## DESCRIPTION OF THE TASK
Restate all the data exactly, so that each line is the same as before.

(Extracted data entries)

%%

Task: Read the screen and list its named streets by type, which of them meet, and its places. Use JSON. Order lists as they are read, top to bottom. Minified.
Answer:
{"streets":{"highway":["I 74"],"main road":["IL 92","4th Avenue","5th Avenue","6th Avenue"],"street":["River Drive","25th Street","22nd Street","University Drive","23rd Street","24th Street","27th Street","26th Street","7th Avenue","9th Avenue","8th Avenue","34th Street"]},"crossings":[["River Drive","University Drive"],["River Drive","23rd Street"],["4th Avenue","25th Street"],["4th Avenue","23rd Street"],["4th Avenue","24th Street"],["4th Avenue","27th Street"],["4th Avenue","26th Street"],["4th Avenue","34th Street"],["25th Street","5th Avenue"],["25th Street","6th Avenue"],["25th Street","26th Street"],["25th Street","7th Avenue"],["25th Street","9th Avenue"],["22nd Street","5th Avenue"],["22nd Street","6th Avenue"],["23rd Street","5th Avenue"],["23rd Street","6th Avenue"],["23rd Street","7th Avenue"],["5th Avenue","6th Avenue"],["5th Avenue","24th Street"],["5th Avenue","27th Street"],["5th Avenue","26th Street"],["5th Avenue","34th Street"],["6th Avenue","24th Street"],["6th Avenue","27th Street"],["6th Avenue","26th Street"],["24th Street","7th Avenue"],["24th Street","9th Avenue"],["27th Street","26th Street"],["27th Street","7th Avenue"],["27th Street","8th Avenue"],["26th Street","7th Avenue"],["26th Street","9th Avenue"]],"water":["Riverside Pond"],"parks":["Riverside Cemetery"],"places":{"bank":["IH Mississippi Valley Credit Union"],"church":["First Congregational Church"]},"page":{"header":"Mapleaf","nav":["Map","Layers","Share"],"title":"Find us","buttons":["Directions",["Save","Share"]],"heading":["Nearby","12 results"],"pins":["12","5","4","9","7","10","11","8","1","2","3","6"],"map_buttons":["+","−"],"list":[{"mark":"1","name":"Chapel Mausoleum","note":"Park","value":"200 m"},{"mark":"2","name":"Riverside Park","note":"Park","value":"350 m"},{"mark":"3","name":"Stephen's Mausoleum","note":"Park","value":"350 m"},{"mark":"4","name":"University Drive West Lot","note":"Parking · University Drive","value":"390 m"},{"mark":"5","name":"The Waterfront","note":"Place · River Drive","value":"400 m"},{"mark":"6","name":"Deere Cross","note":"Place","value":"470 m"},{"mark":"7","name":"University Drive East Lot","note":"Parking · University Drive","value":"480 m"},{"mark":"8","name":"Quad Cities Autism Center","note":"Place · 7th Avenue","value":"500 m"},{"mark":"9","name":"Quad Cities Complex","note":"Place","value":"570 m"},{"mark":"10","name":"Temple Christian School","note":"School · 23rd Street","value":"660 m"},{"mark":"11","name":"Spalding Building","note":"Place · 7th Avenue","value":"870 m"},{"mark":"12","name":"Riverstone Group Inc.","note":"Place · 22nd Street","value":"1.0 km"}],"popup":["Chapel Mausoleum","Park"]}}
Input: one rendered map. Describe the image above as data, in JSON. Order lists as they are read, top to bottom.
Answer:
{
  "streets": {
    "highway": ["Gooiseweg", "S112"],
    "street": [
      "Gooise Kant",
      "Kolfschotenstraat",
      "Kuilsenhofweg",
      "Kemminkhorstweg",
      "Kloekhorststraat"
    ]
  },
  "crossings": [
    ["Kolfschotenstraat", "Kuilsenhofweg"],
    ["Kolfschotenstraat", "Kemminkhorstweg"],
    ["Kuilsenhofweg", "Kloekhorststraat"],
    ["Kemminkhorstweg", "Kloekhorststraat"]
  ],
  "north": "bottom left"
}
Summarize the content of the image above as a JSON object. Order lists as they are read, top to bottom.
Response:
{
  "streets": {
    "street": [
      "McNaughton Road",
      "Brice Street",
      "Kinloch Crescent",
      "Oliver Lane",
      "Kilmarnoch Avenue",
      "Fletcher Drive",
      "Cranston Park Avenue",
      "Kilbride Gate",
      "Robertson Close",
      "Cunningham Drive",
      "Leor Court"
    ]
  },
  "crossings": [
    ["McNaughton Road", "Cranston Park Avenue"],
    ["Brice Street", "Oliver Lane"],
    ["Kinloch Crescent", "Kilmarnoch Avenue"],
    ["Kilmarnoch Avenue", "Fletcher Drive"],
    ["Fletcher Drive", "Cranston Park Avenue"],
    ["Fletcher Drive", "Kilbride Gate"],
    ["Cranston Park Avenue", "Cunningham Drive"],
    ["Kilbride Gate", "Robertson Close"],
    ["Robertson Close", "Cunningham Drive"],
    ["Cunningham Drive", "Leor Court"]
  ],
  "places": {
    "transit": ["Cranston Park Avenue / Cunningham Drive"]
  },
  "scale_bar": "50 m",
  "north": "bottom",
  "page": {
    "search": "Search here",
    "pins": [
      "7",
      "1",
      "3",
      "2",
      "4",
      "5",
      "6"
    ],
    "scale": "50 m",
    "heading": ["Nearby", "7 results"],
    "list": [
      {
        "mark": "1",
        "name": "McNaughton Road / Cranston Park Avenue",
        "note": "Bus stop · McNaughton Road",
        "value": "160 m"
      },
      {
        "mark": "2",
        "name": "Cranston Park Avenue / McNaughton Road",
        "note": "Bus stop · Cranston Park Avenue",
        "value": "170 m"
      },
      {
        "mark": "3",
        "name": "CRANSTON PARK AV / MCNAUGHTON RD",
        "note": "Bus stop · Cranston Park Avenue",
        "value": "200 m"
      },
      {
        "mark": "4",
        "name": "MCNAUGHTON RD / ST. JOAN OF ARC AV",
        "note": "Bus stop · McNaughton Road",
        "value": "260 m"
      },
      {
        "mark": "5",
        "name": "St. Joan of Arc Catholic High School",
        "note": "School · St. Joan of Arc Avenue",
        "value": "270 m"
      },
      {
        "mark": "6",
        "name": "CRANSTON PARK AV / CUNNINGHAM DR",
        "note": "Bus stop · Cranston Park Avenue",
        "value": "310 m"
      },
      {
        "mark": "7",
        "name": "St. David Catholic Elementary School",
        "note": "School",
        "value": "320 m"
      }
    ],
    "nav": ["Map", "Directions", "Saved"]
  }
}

%%

## ANSWER SECTION
Task: Read the screen and list its named streets by type, which of them meet, and its places. Use JSON. Order lists as they are read, top to bottom. Minified.
Answer:
{"streets":{"highway":["I 74"],"main road":["IL 92","4th Avenue","5th Avenue","6th Avenue"],"street":["River Drive","25th Street","22nd Street","University Drive","23rd Street","24th Street","27th Street","26th Street","7th Avenue","9th Avenue","8th Avenue","34th Street"]},"crossings":[["River Drive","University Drive"],["River Drive","23rd Street"],["4th Avenue","25th Street"],["4th Avenue","23rd Street"],["4th Avenue","24th Street"],["4th Avenue","27th Street"],["4th Avenue","26th Street"],["4th Avenue","34th Street"],["25th Street","5th Avenue"],["25th Street","6th Avenue"],["25th Street","26th Street"],["25th Street","7th Avenue"],["25th Street","9th Avenue"],["22nd Street","5th Avenue"],["22nd Street","6th Avenue"],["23rd Street","5th Avenue"],["23rd Street","6th Avenue"],["23rd Street","7th Avenue"],["5th Avenue","6th Avenue"],["5th Avenue","24th Street"],["5th Avenue","27th Street"],["5th Avenue","26th Street"],["5th Avenue","34th Street"],["6th Avenue","24th Street"],["6th Avenue","27th Street"],["6th Avenue","26th Street"],["24th Street","7th Avenue"],["24th Street","9th Avenue"],["27th Street","26th Street"],["27th Street","7th Avenue"],["27th Street","8th Avenue"],["26th Street","7th Avenue"],["26th Street","9th Avenue"]],"water":["Riverside Pond"],"parks":["Riverside Cemetery"],"places":{"bank":["IH Mississippi Valley Credit Union"],"church":["First Congregational Church"]},"page":{"header":"Mapleaf","nav":["Map","Layers","Share"],"title":"Find us","buttons":["Directions",["Save","Share"]],"heading":["Nearby","12 results"],"pins":["12","5","4","9","7","10","11","8","1","2","3","6"],"map_buttons":["+","−"],"list":[{"mark":"1","name":"Chapel Mausoleum","note":"Park","value":"200 m"},{"mark":"2","name":"Riverside Park","note":"Park","value":"350 m"},{"mark":"3","name":"Stephen's Mausoleum","note":"Park","value":"350 m"},{"mark":"4","name":"University Drive West Lot","note":"Parking · University Drive","value":"390 m"},{"mark":"5","name":"The Waterfront","note":"Place · River Drive","value":"400 m"},{"mark":"6","name":"Deere Cross","note":"Place","value":"470 m"},{"mark":"7","name":"University Drive East Lot","note":"Parking · University Drive","value":"480 m"},{"mark":"8","name":"Quad Cities Autism Center","note":"Place · 7th Avenue","value":"500 m"},{"mark":"9","name":"Quad Cities Complex","note":"Place","value":"570 m"},{"mark":"10","name":"Temple Christian School","note":"School · 23rd Street","value":"660 m"},{"mark":"11","name":"Spalding Building","note":"Place · 7th Avenue","value":"870 m"},{"mark":"12","name":"Riverstone Group Inc.","note":"Place · 22nd Street","value":"1.0 km"}],"popup":["Chapel Mausoleum","Park"]}}
Input: one rendered map. Describe the image above as data, in JSON. Order lists as they are read, top to bottom.
Answer:
{
  "streets": {
    "highway": ["Gooiseweg", "S112"],
    "street": [
      "Gooise Kant",
      "Kolfschotenstraat",
      "Kuilsenhofweg",
      "Kemminkhorstweg",
      "Kloekhorststraat"
    ]
  },
  "crossings": [
    ["Kolfschotenstraat", "Kuilsenhofweg"],
    ["Kolfschotenstraat", "Kemminkhorstweg"],
    ["Kuilsenhofweg", "Kloekhorststraat"],
    ["Kemminkhorstweg", "Kloekhorststraat"]
  ],
  "north": "bottom left"
}
Summarize the content of the image above as a JSON object. Order lists as they are read, top to bottom.
Response:
{
  "streets": {
    "street": [
      "McNaughton Road",
      "Brice Street",
      "Kinloch Crescent",
      "Oliver Lane",
      "Kilmarnoch Avenue",
      "Fletcher Drive",
      "Cranston Park Avenue",
      "Kilbride Gate",
      "Robertson Close",
      "Cunningham Drive",
      "Leor Court"
    ]
  },
  "crossings": [
    ["McNaughton Road", "Cranston Park Avenue"],
    ["Brice Street", "Oliver Lane"],
    ["Kinloch Crescent", "Kilmarnoch Avenue"],
    ["Kilmarnoch Avenue", "Fletcher Drive"],
    ["Fletcher Drive", "Cranston Park Avenue"],
    ["Fletcher Drive", "Kilbride Gate"],
    ["Cranston Park Avenue", "Cunningham Drive"],
    ["Kilbride Gate", "Robertson Close"],
    ["Robertson Close", "Cunningham Drive"],
    ["Cunningham Drive", "Leor Court"]
  ],
  "places": {
    "transit": ["Cranston Park Avenue / Cunningham Drive"]
  },
  "scale_bar": "50 m",
  "north": "bottom",
  "page": {
    "search": "Search here",
    "pins": [
      "7",
      "1",
      "3",
      "2",
      "4",
      "5",
      "6"
    ],
    "scale": "50 m",
    "heading": ["Nearby", "7 results"],
    "list": [
      {
        "mark": "1",
        "name": "McNaughton Road / Cranston Park Avenue",
        "note": "Bus stop · McNaughton Road",
        "value": "160 m"
      },
      {
        "mark": "2",
        "name": "Cranston Park Avenue / McNaughton Road",
        "note": "Bus stop · Cranston Park Avenue",
        "value": "170 m"
      },
      {
        "mark": "3",
        "name": "CRANSTON PARK AV / MCNAUGHTON RD",
        "note": "Bus stop · Cranston Park Avenue",
        "value": "200 m"
      },
      {
        "mark": "4",
        "name": "MCNAUGHTON RD / ST. JOAN OF ARC AV",
        "note": "Bus stop · McNaughton Road",
        "value": "260 m"
      },
      {
        "mark": "5",
        "name": "St. Joan of Arc Catholic High School",
        "note": "School · St. Joan of Arc Avenue",
        "value": "270 m"
      },
      {
        "mark": "6",
        "name": "CRANSTON PARK AV / CUNNINGHAM DR",
        "note": "Bus stop · Cranston Park Avenue",
        "value": "310 m"
      },
      {
        "mark": "7",
        "name": "St. David Catholic Elementary School",
        "note": "School",
        "value": "320 m"
      }
    ],
    "nav": ["Map", "Directions", "Saved"]
  }
}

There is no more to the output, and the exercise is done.